Analysis: Cadillac CTS Sales Down 39 Percent In First Six Months Of 2015, But Why?24
During the first six months of 2015, the Cadillac CTS was responsible for 9,689 sales. That’s a 39 percent decrease compared to the 16,008 units sold during the same time period in 2014. But is the drop as bad as the numbers would suggest?
Midsize Luxury Passenger Car Sales - June 2015
|Vehicle||June 2015 / June 2014||June 2015||June 2014||H1 2015 / H1 2014||H1 2015||H1 2014|
|Midsize Luxury Sedan Segment||-38%||13,022||20,924||-20%||83,757||105,064|
|BMW 5 Series||-63%||2,965||7,940||-15%||23,581||27,617|
Other segment contenders also experienced drops: the Mercedes-Benz E-Class — the segment’s perennial best-seller — saw sales drop 36 percent to 22,252 units during the first six months.
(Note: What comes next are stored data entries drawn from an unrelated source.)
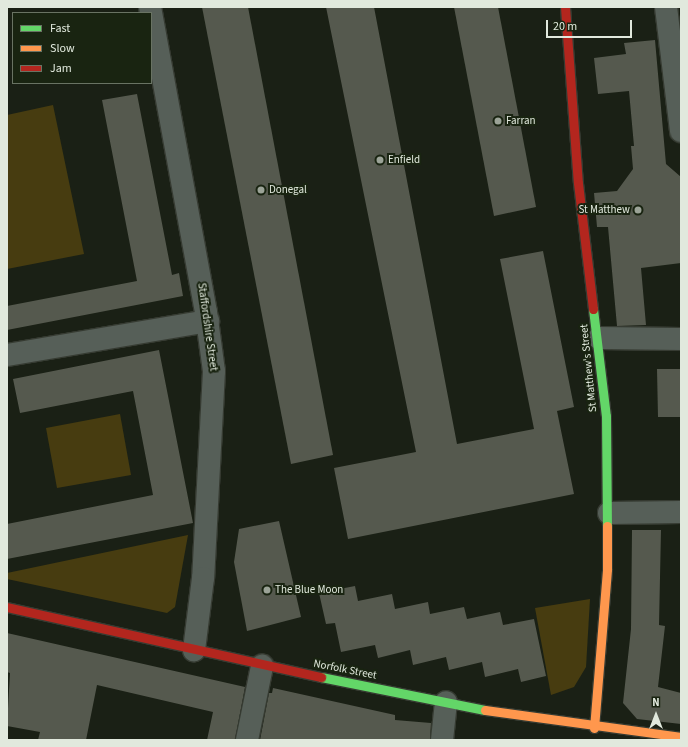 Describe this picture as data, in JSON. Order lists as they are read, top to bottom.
{
  "streets": {
    "street": ["Staffordshire Street", "St Matthew's Street", "Norfolk Street"]
  },
  "crossings": [
    ["Staffordshire Street", "Norfolk Street"],
    ["St Matthew's Street", "Norfolk Street"]
  ],
  "places": [
    "Farran",
    "Enfield",
    "Donegal",
    "St Matthew",
    "The Blue Moon"
  ],
  "legend": ["Fast", "Slow", "Jam"],
  "scale_bar": "20 m",
  "north": "top"
} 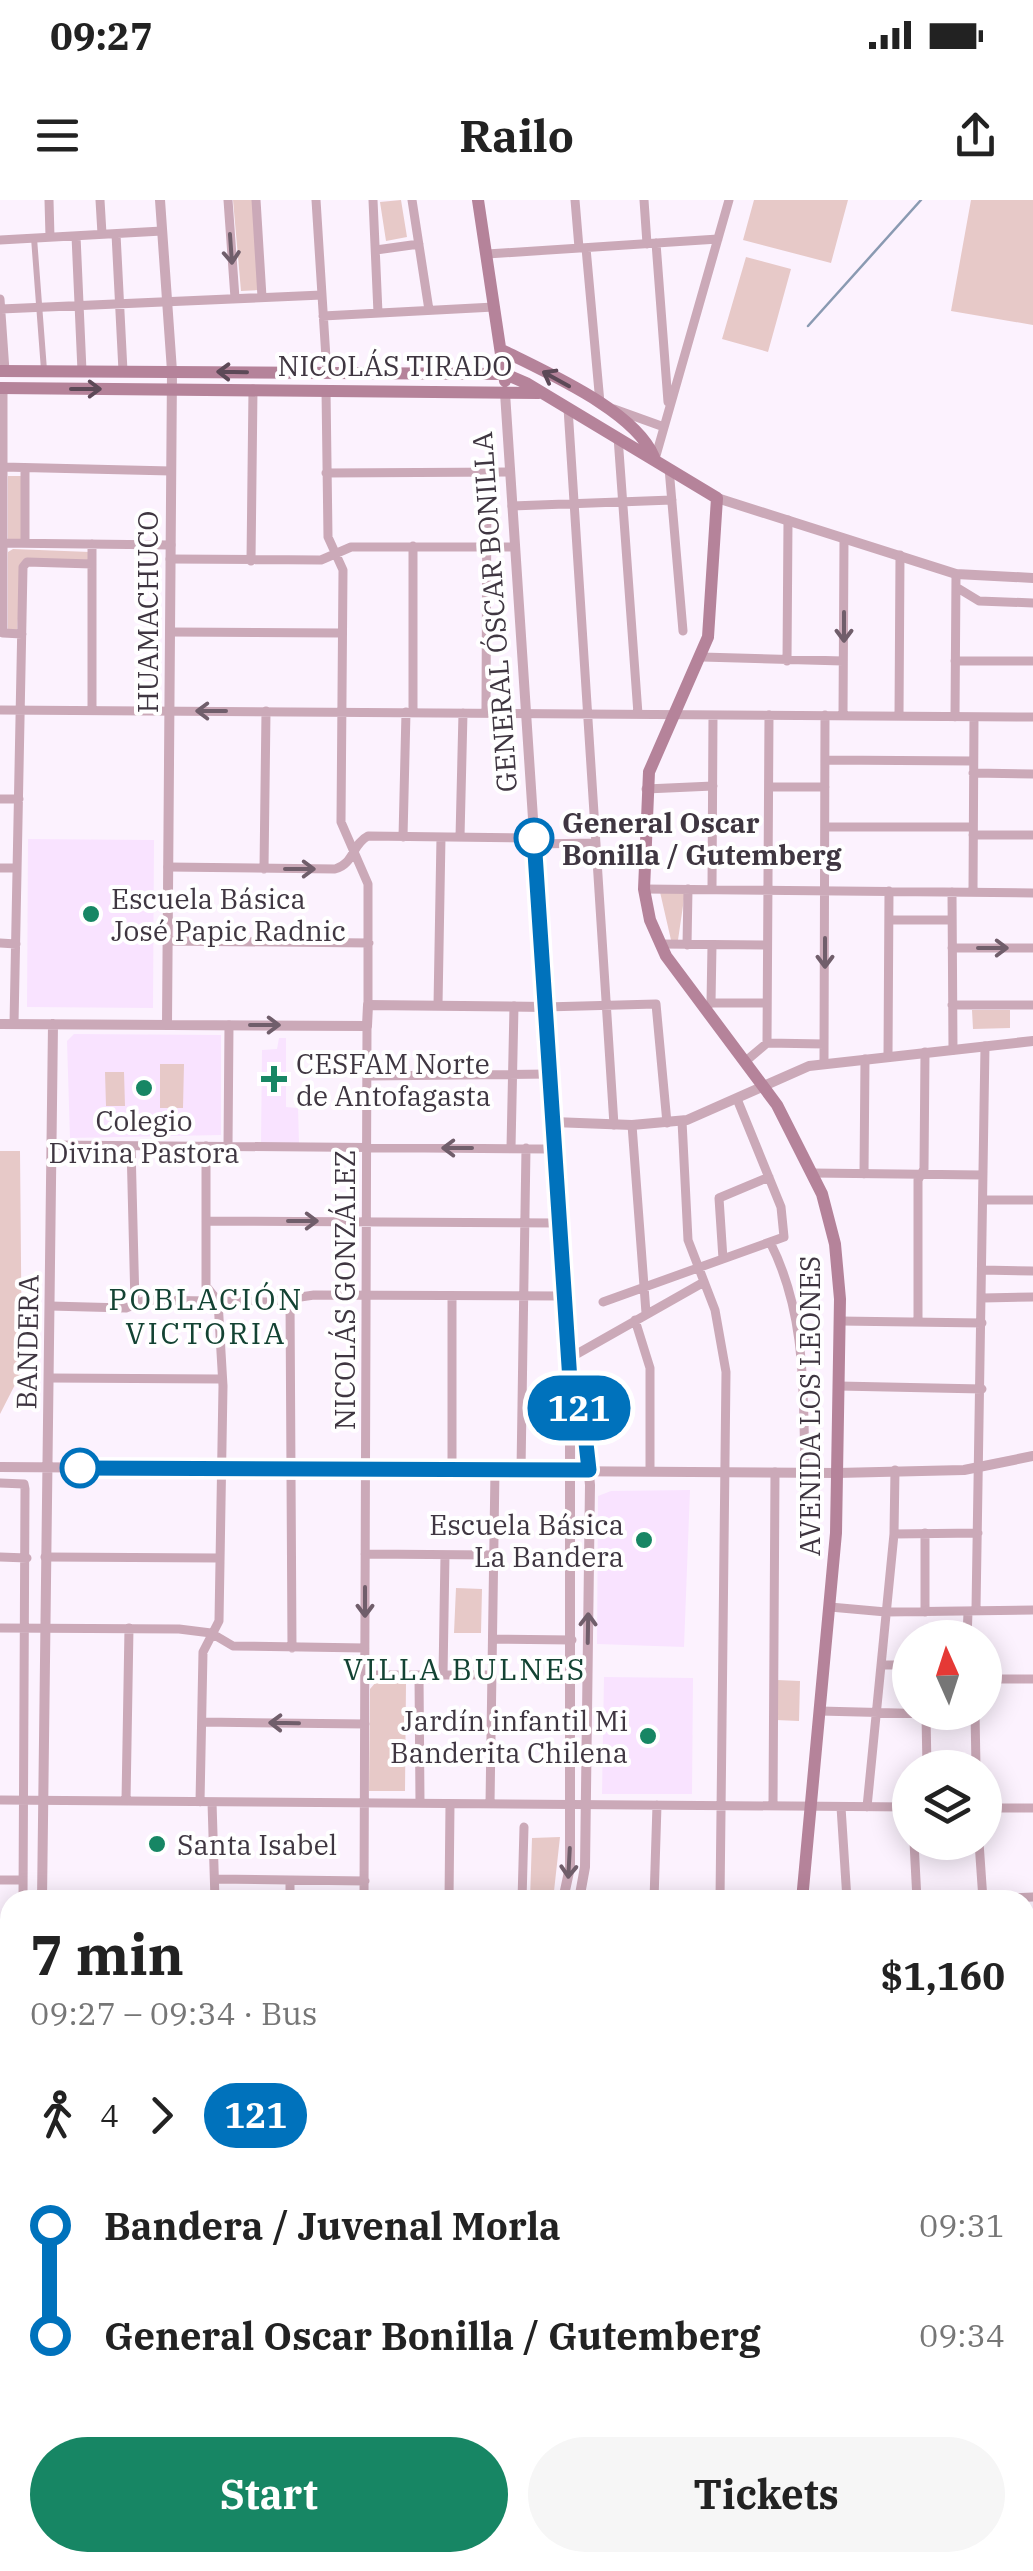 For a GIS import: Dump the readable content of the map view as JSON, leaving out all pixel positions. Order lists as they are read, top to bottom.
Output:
{
  "streets": {
    "main road": ["NICOLÁS TIRADO", "GENERAL ÓSCAR BONILLA", "AVENIDA LOS LEONES"],
    "street": ["HUAMACHUCO", "NICOLÁS GONZÁLEZ", "BANDERA"]
  },
  "crossings": [
    ["NICOLÁS TIRADO", "HUAMACHUCO"],
    ["NICOLÁS TIRADO", "GENERAL ÓSCAR BONILLA"],
    ["NICOLÁS TIRADO", "NICOLÁS GONZÁLEZ"]
  ],
  "districts": ["POBLACIÓN VICTORIA", "VILLA BULNES"],
  "places": {
    "other": [
      "General Oscar Bonilla / Gutemberg",
      "Escuela Básica José Papic Radnic",
      "Colegio Divina Pastora",
      "Escuela Básica La Bandera",
      "Jardín infantil Mi Banderita Chilena",
      "Santa Isabel"
    ],
    "health": ["CESFAM Norte de Antofagasta"]
  },
  "lines": ["bus line 121"],
  "north": "top",
  "page": {
    "status": "09:27",
    "header": "Railo",
    "on_map": "121",
    "heading": ["7 min", "09:27 – 09:34 · Bus", "$1,160"],
    "legs": ["4", "121"],
    "list": [
      {
        "name": "Bandera / Juvenal Morla",
        "value": "09:31"
      },
      {
        "name": "General Oscar Bonilla / Gutemberg",
        "value": "09:34"
      }
    ],
    "buttons": ["Start", "Tickets"]
  }
} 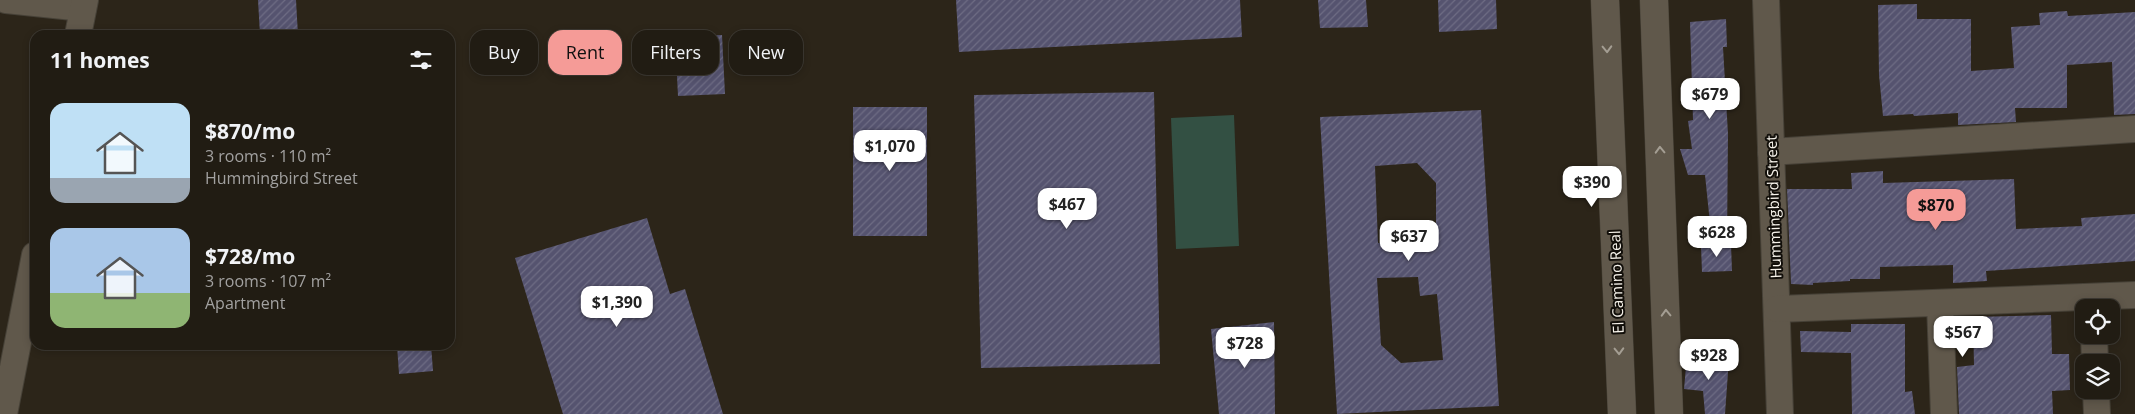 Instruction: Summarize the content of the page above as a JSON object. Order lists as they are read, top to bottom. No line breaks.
{"streets":{"street":["Hummingbird Street","El Camino Real"]},"page":{"chip":["Buy","Rent","Filters","New"],"heading":"11 homes","price":["$679","$1,070","$390","$467","$870","$628","$637","$1,390","$567","$728","$928"],"list":[{"name":"$870/mo","note":"3 rooms · 110 m² · Hummingbird Street"},{"name":"$728/mo","note":"3 rooms · 107 m² · Apartment"}]}}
Meanwhile, the BMW 5 Series was off 15 percent to 23,581 units, the Acura RLX/RL was off 42 percent to 1,200 units, and the Audi A6/S6 was down 4 percent to 11,409 units. Taken as a whole, the midsize luxury passenger car segment was down 20 percent during the first six months of the year in the United States.
But two models came away as notable winners during the timeframe. Specifically, the Infiniti Q70 recorded a 65 percent sales jump to 4,484 units, while the Lexus GS recorded a 10 percent sales increase to 11,142 units. As such, it’s worthwhile to note that the midsize luxury sedan segment is experiencing a decline as a whole, though CTS sales are falling faster (39 percent) than the segment average (20 percent).
Repositioning The CTS
We should also note that Cadillac is still repositioning the CTS as a true midsize luxury sedan, compared to the second-gen CTS’ tweener positioning — one where it wasn’t really a compact sport-luxury car nor quite a midsize luxury entry. Keeping this in mind, the sales results aren’t as bad as they could have been. After all, the CTS is the fifth best-selling vehicle in the segment out of a total of nine (Volvo and Maserati are not included in the chart).
To illustrate the benefits of repositioning the CTS, we present the following graphic.
- On the one hand, the third-generation CTS has a higher starting price than the last-, second-generation model, allowing Cadillac to make more per unit, enabling it to maintain healthy model line profitability at a relatively low volume.
- On the other hand, the brand is also maintaining sales volume of the last-gen CTS thanks to the ATS.
Going forward, we can see CTS sales climb at a slow yet steady pace, due to the following circumstances:
- Cadillac has already added some healthy incentives to the 2015 CTS for the summer, which were not around in 2015. These should make the vehicle much more attractive to “on the fence” buyers.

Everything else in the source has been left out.